Originaire de l’île Maurice, l’auteure a vécu deux ans à Mayotte, où elle a été marquée par la dureté de la vie, tout spécialement concernant les enfants des rues, de jeunes Comoriens souvent livrés à eux-mêmes. «Tropique de la violence» ne s’attarde guère sur le cliché de carte postale de ce département d’outre-mer (flore luxuriante, lagon bleu). Car si le récit commence tout en douceur, avec l’adoption par Marie, infirmière trentenaire blanche, d’un bébé clandestin (Moïse) et relate leur vie empreinte de confort et de rituels, celui-ci va vite basculer dans l’horreur avec la mort de Marie et le désarroi de Moïse, qui va devenir à son tour un enfant des rues et grossir les rangs du plus grand ghetto de Mayotte, rebaptisé «Gaza». L’originalité de ce roman réside dans la polyphonie des voix qui se relaient, chapitre après chapitre, pour faire valoir leur point de vue sur la tragédie en cours, y compris en faisant intervenir l’esprit des morts.
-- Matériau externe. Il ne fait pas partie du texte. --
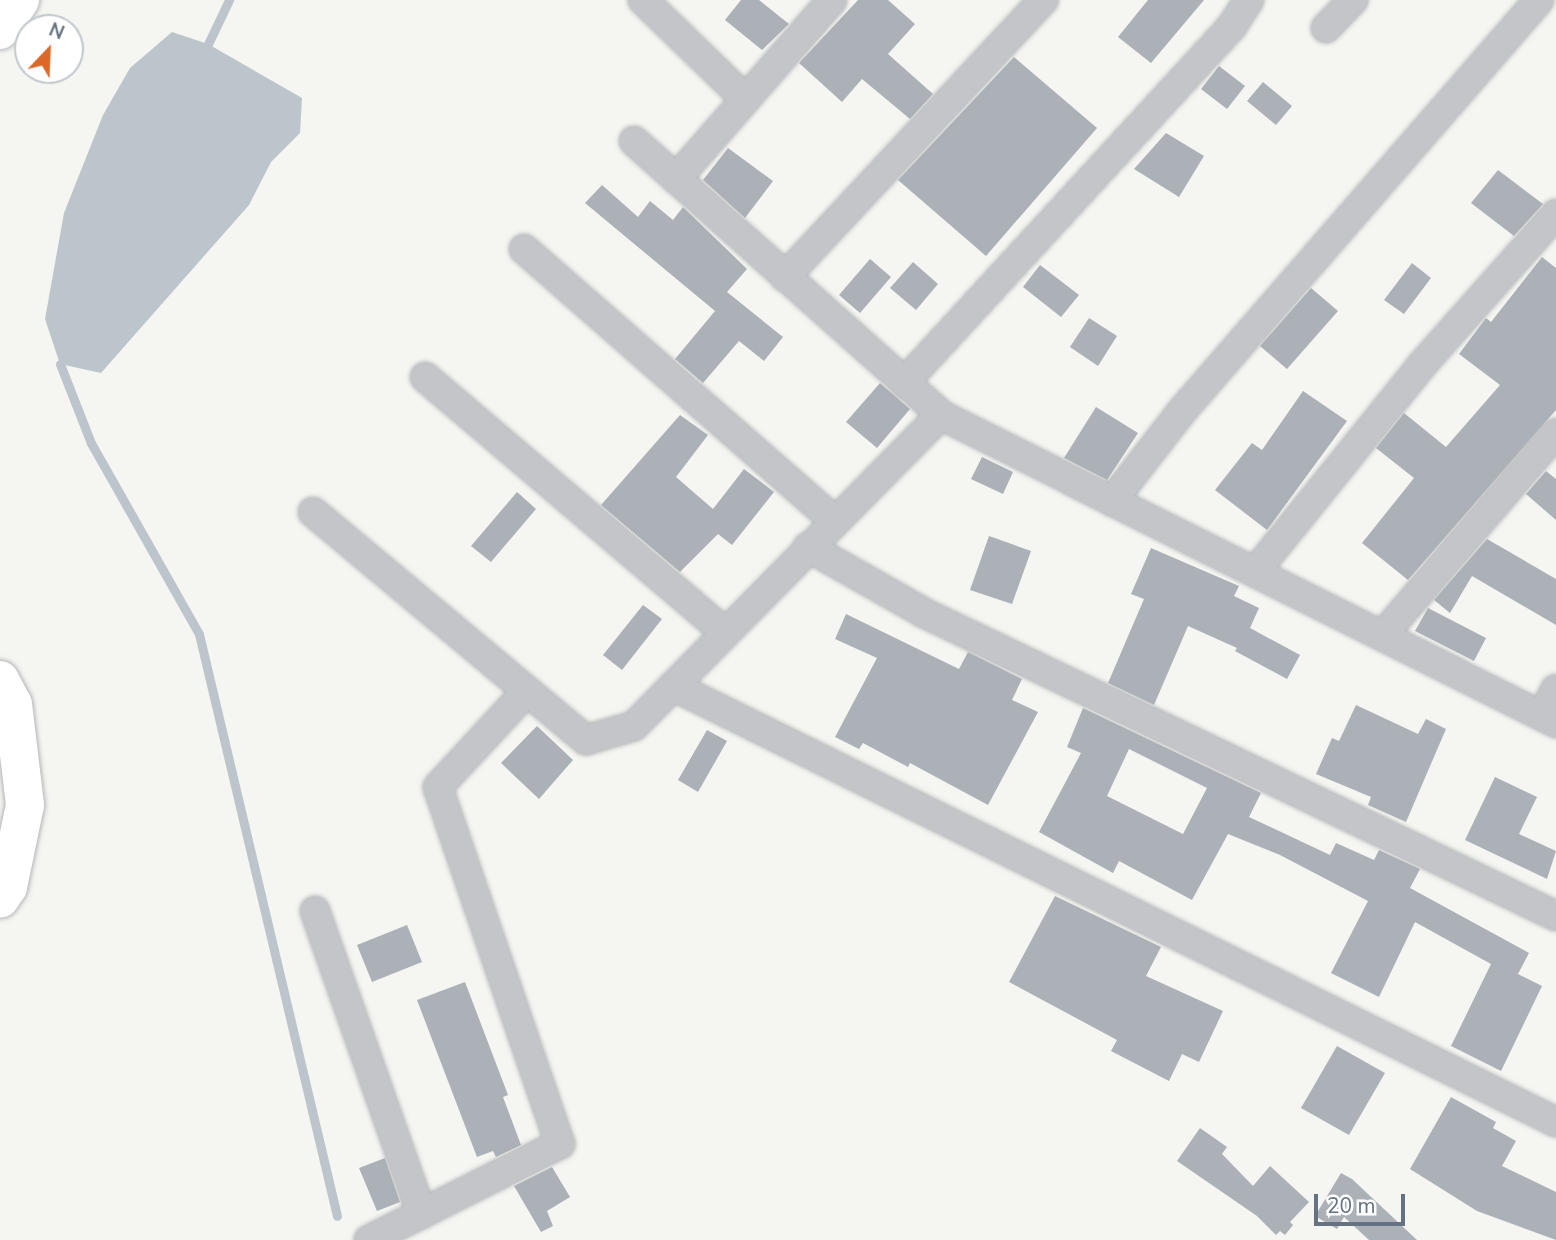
<!DOCTYPE html>
<html>
<head>
<meta charset="utf-8">
<style>
  body { margin:0 }
  #map { position:relative; width:1556px; height:1240px; overflow:hidden; background:#f5f5f1; font-family:"Nunito Sans",sans-serif }
  div>[style] { position:absolute }
  [style*='--x'] { left:calc(var(--x)*1px); top:calc(var(--y)*1px); width:calc(var(--w)*1px); rotate:calc(var(--a)*1deg) }
  .water>* { inset:0; background:#bcc5cb }
  .stream>* { height:9px; margin:-4.5px; padding:0 4.5px; transform-origin:4.5px; border-radius:4.5px; background:#bcc5cb }
  .building>* { inset:0; background:#abb1b7 }
  .roads { filter:drop-shadow(0 0 2px #b3b6b9) drop-shadow(0 0 2px #b3b6b9) }
  .street>* { height:28px; margin:-14px; padding:0 14px; transform-origin:14px; border-radius:14px; background:#c3c5c9 }
  .highway>* { height:38px; margin:-19px; padding:0 19px; transform-origin:19px; border-radius:19px; background:#fff }
  span { translate:-50% -50%; white-space:nowrap; text-align:center; line-height:1.15; -webkit-text-stroke:7px #fff; paint-order:stroke }
  .north { position:absolute; left:14px; top:14px; width:70px; height:70px; box-sizing:border-box; background:#fff; border:2px solid #c1c7cd; border-radius:50%; rotate:23deg; font-size:19px; font-weight:700; line-height:28px; text-align:center; color:#657281 }
  .north::after { content:''; display:block; margin:auto; width:24px; height:32px; background:#dd6729; clip-path:polygon(50% 0,100% 100%,50% 72%,0 100%) }
  .scale { position:absolute; left:1314px; top:1194px; width:91px; height:32px; box-sizing:border-box; border:4px solid #657281; border-top:0; padding-left:9px; font-size:21px; line-height:24px; white-space:nowrap; color:#657281; -webkit-text-stroke:5px #fff; paint-order:stroke }
</style>
</head>
<body>
<div id="map">
  <div class="water">
    <div style="clip-path:polygon(172px 32px,208px 44px,302px 98px,300px 133px,271px 162px,249px 205px,101px 373px,60px 364px,45px 319px,64px 213px,103px 115px,130px 68px)"></div>
  </div>
  <div class="stream">
    <div style="--x:208;--y:44;--w:49;--a:-64.5"></div>
    <div style="--x:60;--y:364;--w:85;--a:68.6"></div>
    <div style="--x:91;--y:443;--w:219;--a:60.5"></div>
    <div style="--x:199;--y:634;--w:598;--a:76.66"></div>
  </div>
  <div class="building">
    <div style="clip-path:polygon(741px 0,759px 0,789px 24px,762px 50px,725px 20px)"></div>
    <div style="clip-path:polygon(858px 0,888px 0,915px 24px,888px 54px,933px 94px,910px 119px,862px 79px,842px 102px,799px 63px)"></div>
    <div style="clip-path:polygon(1148px 0,1204px 0,1151px 63px,1118px 37px)"></div>
    <div style="clip-path:polygon(1014px 57px,1097px 128px,986px 256px,898px 180px)"></div>
    <div style="clip-path:polygon(1219px 66px,1245px 86px,1227px 109px,1201px 89px)"></div>
    <div style="clip-path:polygon(1263px 82px,1292px 106px,1276px 125px,1247px 101px)"></div>
    <div style="clip-path:polygon(1166px 133px,1204px 156px,1179px 197px,1134px 169px)"></div>
    <div style="clip-path:polygon(728px 148px,773px 181px,745px 218px,703px 180px)"></div>
    <div style="clip-path:polygon(1498px 170px,1543px 204px,1514px 236px,1471px 203px)"></div>
    <div style="clip-path:polygon(602px 185px,638px 217px,650px 201px,673px 220px,683px 207px,747px 269px,727px 292px,783px 337px,764px 361px,739px 341px,703px 383px,675px 359px,715px 311px,585px 203px)"></div>
    <div style="clip-path:polygon(1542px 257px,1556px 268px,1556px 410px,1408px 580px,1362px 543px,1414px 478px,1376px 448px,1404px 413px,1446px 447px,1500px 385px,1459px 354px,1486px 318px,1491px 322px)"></div>
    <div style="clip-path:polygon(870px 259px,891px 277px,860px 313px,839px 295px)"></div>
    <div style="clip-path:polygon(913px 262px,938px 284px,916px 310px,890px 288px)"></div>
    <div style="clip-path:polygon(1412px 263px,1431px 278px,1404px 314px,1384px 300px)"></div>
    <div style="clip-path:polygon(1040px 265px,1079px 295px,1061px 317px,1023px 287px)"></div>
    <div style="clip-path:polygon(1311px 288px,1338px 311px,1287px 369px,1260px 346px)"></div>
    <div style="clip-path:polygon(1089px 318px,1117px 336px,1098px 366px,1070px 347px)"></div>
    <div style="clip-path:polygon(880px 383px,910px 409px,877px 448px,846px 422px)"></div>
    <div style="clip-path:polygon(1303px 391px,1347px 421px,1267px 530px,1215px 490px,1252px 443px,1262px 450px)"></div>
    <div style="clip-path:polygon(1096px 407px,1138px 433px,1107px 480px,1064px 458px)"></div>
    <div style="clip-path:polygon(680px 415px,708px 435px,676px 477px,713px 509px,744px 469px,774px 492px,732px 545px,718px 534px,680px 572px,601px 505px)"></div>
    <div style="clip-path:polygon(982px 457px,1013px 472px,1003px 494px,971px 479px)"></div>
    <div style="clip-path:polygon(1546px 471px,1556px 479px,1556px 520px,1526px 494px)"></div>
    <div style="clip-path:polygon(517px 492px,536px 509px,491px 562px,471px 546px)"></div>
    <div style="clip-path:polygon(989px 536px,1031px 551px,1012px 604px,970px 590px)"></div>
    <div style="clip-path:polygon(1487px 539px,1556px 579px,1556px 625px,1472px 576px,1450px 613px,1434px 600px)"></div>
    <div style="clip-path:polygon(1151px 548px,1239px 586px,1234px 596px,1259px 608px,1250px 628px,1300px 655px,1287px 679px,1235px 651px,1237px 648px,1188px 626px,1154px 705px,1108px 683px,1144px 599px,1131px 594px)"></div>
    <div style="clip-path:polygon(643px 605px,662px 619px,622px 670px,603px 655px)"></div>
    <div style="clip-path:polygon(1428px 608px,1486px 638px,1474px 661px,1415px 631px)"></div>
    <div style="clip-path:polygon(846px 614px,959px 669px,968px 652px,1022px 679px,1012px 700px,1038px 712px,988px 805px,910px 763px,908px 767px,863px 743px,859px 749px,835px 737px,877px 658px,835px 639px)"></div>
    <div style="clip-path:polygon(1356px 705px,1418px 734px,1426px 719px,1446px 729px,1406px 822px,1368px 805px,1371px 797px,1316px 774px,1332px 738px,1339px 741px)"></div>
    <div style="clip-path:polygon(evenodd,1083px 708px,1261px 793px,1249px 817px,1330px 855px,1336px 843px,1374px 860px,1379px 850px,1420px 869px,1410px 888px,1529px 953px,1518px 974px,1542px 986px,1501px 1071px,1451px 1046px,1491px 964px,1415px 922px,1379px 997px,1331px 973px,1368px 901px,1280px 855px,1228px 834px,1192px 900px,1119px 861px,1113px 873px,1039px 832px,1081px 753px,1067px 747px,1083px 708px,1129px 749px,1207px 788px,1183px 834px,1107px 796px,1129px 749px)"></div>
    <div style="clip-path:polygon(537px 726px,573px 760px,539px 799px,501px 763px)"></div>
    <div style="clip-path:polygon(707px 730px,727px 741px,698px 792px,678px 780px)"></div>
    <div style="clip-path:polygon(1495px 777px,1537px 797px,1519px 834px,1556px 851px,1547px 879px,1465px 840px)"></div>
    <div style="clip-path:polygon(1055px 896px,1161px 947px,1146px 976px,1223px 1011px,1199px 1062px,1182px 1054px,1169px 1081px,1111px 1051px,1117px 1040px,1009px 982px)"></div>
    <div style="clip-path:polygon(407px 925px,422px 962px,372px 982px,357px 945px)"></div>
    <div style="clip-path:polygon(465px 982px,508px 1095px,503px 1097px,521px 1145px,496px 1157px,493px 1151px,477px 1157px,417px 1000px)"></div>
    <div style="clip-path:polygon(1337px 1046px,1385px 1073px,1349px 1135px,1301px 1108px)"></div>
    <div style="clip-path:polygon(1451px 1097px,1496px 1122px,1493px 1128px,1516px 1141px,1502px 1166px,1556px 1192px,1556px 1240px,1477px 1211px,1410px 1169px)"></div>
    <div style="clip-path:polygon(1200px 1128px,1227px 1147px,1222px 1154px,1253px 1186px,1270px 1166px,1309px 1202px,1290px 1222px,1293px 1225px,1285px 1235px,1280px 1231px,1276px 1235px,1257px 1216px,1177px 1161px)"></div>
    <div style="clip-path:polygon(385px 1158px,400px 1202px,377px 1211px,359px 1168px)"></div>
    <div style="clip-path:polygon(552px 1167px,570px 1197px,547px 1211px,553px 1226px,541px 1232px,514px 1186px)"></div>
    <div style="clip-path:polygon(1341px 1173px,1352px 1179px,1417px 1240px,1369px 1240px,1344px 1217px,1337px 1229px,1315px 1216px)"></div>
  </div>
  <div class="roads">
    <div class="street">
      <div style="--x:643;--y:0;--w:142;--a:44.1"></div>
      <div style="--x:1326;--y:28;--w:39;--a:-46"></div>
      <div style="--x:634;--y:141;--w:411;--a:41.7"></div>
      <div style="--x:941;--y:415;--w:688;--a:26.6"></div>
      <div style="--x:676;--y:179;--w:237;--a:-48.9"></div>
      <div style="--x:524;--y:249;--w:412;--a:41.2"></div>
      <div style="--x:785;--y:277;--w:379;--a:-47"></div>
      <div style="--x:425;--y:377;--w:394;--a:40.4"></div>
      <div style="--x:904;--y:383;--w:485;--a:-47.4"></div>
      <div style="--x:1232;--y:26;--w:31;--a:-57"></div>
      <div style="--x:1112;--y:501;--w:114;--a:-52.1"></div>
      <div style="--x:1182;--y:411;--w:544;--a:-49.02"></div>
      <div style="--x:313;--y:512;--w:356;--a:39.9"></div>
      <div style="--x:586;--y:740;--w:50;--a:-16.3"></div>
      <div style="--x:634;--y:726;--w:437;--a:-45.4"></div>
      <div style="--x:808;--y:547;--w:133;--a:29.6"></div>
      <div style="--x:924;--y:613;--w:701;--a:25.61"></div>
      <div style="--x:1255;--y:572;--w:265;--a:-51.1"></div>
      <div style="--x:1421;--y:366;--w:203;--a:-48.4"></div>
      <div style="--x:1382;--y:636;--w:267;--a:-49.4"></div>
      <div style="--x:673;--y:686;--w:985;--a:26.28"></div>
      <div style="--x:1542;--y:716;--w:30;--a:-63"></div>
      <div style="--x:315;--y:911;--w:321;--a:70.6"></div>
      <div style="--x:369;--y:1240;--w:214;--a:-26.7"></div>
      <div style="--x:560;--y:1144;--w:377;--a:-108.9"></div>
      <div style="--x:438;--y:787;--w:131;--a:-47.2"></div>
    </div>
    <div class="highway">
      <div style="--x:0;--y:30;--w:36;--a:-56"></div>
      <div style="--x:0;--y:680;--w:27;--a:62"></div>
      <div style="--x:13;--y:704;--w:102;--a:83.2"></div>
      <div style="--x:25;--y:805;--w:84;--a:101.7"></div>
      <div style="--x:8;--y:887;--w:14;--a:124"></div>
    </div>
  </div>
  <div class="north">N</div>
  <div class="scale">20 m</div>
</div>
</body>
</html>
Une écriture à fleur de peau, âpre, en accord avec le climat social empreint de violence. Pas de manichéisme ni de jugement moral concernant les personnages tel Bruce le caïd de Gaza, bourreau mais aussi ancienne victime, l’on voit bien toutes les contradictions dans lesquelles sont empêtrées les personnages, englués dans une sorte de fatalité. Assurément un des plus beaux et bouleversants livres de cette rentrée littéraire.